Since I didn’t see any WordPress related bans, I enabled the debug log temporarily to see if anything was working. Going into the CrowdSec WordPress plugin settings from the WordPress admin dashboard, you can enable the debug log like so:

CrowdSec Plugin > Advanced Settings

This was quite useful to see that for every decision coming in, I found CrowdSec checking the wrong IP address for all of them.

Since I’m using a reverse proxy (Nginx Proxy Manager), the IP address wasn’t the original visitor’s address, but instead my own internal reverse proxy’s address. That’s not good! Instead of using the attackers address, it was checking CrowdSec repeatedly for my own internal container’s IP. By trusting the reverse proxy server’s (read: container instance’s) IP range, this would allow the plugin to ignore the internal IP address and check CrowdSec against the original external IP address.

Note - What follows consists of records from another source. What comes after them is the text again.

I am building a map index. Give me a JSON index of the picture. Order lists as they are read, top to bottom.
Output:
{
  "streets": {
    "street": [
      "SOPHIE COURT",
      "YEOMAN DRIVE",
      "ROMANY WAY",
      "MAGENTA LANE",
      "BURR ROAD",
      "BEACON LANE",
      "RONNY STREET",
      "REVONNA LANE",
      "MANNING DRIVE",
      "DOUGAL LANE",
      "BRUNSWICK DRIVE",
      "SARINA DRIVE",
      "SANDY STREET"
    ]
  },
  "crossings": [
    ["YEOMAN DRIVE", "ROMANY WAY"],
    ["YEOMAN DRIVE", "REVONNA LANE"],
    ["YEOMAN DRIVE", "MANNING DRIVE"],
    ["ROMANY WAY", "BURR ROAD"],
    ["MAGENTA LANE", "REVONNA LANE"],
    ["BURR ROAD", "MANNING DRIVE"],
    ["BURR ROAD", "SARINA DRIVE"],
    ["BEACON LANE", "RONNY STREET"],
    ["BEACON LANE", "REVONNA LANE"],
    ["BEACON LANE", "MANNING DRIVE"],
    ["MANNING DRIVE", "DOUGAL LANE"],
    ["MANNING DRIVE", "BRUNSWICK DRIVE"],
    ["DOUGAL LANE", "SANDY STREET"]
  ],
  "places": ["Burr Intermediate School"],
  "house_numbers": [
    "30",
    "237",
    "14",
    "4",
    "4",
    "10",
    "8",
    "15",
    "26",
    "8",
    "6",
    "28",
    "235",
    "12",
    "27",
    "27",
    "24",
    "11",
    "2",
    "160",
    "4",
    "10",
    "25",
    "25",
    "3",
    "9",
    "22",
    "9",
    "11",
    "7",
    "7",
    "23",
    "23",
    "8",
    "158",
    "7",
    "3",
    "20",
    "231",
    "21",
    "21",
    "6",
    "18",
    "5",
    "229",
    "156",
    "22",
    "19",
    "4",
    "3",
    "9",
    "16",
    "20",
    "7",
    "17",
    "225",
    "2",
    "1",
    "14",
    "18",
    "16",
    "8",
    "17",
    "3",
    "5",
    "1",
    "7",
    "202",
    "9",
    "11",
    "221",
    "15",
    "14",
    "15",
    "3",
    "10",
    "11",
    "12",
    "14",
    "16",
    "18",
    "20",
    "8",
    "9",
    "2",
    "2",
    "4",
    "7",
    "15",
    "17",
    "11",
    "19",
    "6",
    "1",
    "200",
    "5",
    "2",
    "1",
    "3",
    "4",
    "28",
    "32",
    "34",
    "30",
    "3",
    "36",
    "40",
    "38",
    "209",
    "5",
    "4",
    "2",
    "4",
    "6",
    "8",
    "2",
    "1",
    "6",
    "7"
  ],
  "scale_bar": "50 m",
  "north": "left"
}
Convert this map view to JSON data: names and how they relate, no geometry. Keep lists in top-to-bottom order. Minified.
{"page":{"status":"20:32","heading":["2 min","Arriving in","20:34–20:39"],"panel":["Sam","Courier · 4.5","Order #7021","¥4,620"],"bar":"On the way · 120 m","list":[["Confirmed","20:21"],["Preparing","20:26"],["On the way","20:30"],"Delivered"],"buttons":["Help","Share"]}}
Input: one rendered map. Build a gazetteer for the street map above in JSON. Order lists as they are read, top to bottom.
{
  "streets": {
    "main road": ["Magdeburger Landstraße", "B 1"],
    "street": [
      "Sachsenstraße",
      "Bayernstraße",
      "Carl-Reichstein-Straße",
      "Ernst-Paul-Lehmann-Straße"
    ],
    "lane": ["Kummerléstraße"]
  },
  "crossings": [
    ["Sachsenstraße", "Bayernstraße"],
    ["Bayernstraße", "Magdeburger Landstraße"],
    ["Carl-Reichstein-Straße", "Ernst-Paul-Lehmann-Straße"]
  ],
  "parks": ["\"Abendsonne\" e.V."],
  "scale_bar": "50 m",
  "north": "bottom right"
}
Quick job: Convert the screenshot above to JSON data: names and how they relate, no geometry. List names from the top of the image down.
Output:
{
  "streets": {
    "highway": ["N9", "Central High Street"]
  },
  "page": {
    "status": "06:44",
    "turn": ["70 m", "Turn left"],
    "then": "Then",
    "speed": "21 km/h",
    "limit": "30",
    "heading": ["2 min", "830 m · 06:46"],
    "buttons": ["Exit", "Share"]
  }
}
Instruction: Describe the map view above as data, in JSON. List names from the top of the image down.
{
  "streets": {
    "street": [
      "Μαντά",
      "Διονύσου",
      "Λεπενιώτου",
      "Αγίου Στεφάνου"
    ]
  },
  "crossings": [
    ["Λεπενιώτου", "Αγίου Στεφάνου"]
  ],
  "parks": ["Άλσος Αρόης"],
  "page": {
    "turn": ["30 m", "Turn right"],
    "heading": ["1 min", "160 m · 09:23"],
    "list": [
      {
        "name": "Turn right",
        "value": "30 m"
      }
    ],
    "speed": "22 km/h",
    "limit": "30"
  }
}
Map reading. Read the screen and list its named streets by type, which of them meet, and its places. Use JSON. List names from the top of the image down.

The WordPress plugin has an option for this under the “advanced” section in the plugin settings, also found through the WordPress admin dashboard:

Add your reverse proxy IP range in the “Trust these CDN IPs” field

So not only does this field need to use the reverse proxy’s IP address, but since I was using Docker, this means the exact IP address will change every time I tear down and bring up the container. So I used a CIDR range (e.g. 172.18.0.0/24) to make it less like that I will have to fiddle with this field every time I reboot the server or something.

Nothing changed, but now at least the CrowdSec WordPress plugin is checking the actual IP addresses instead of 192.168.0.4 (as an example) on every transaction.

Needed to Adjust CrowdSec files for Nginx Proxy Manager

Next I figured out that lots of the nginx log lines weren’t being parsed successfully using the cscli explain utility. This was because the log format of Nginx Proxy Manager is different from nginx, so the parser didn’t know how to read those lines.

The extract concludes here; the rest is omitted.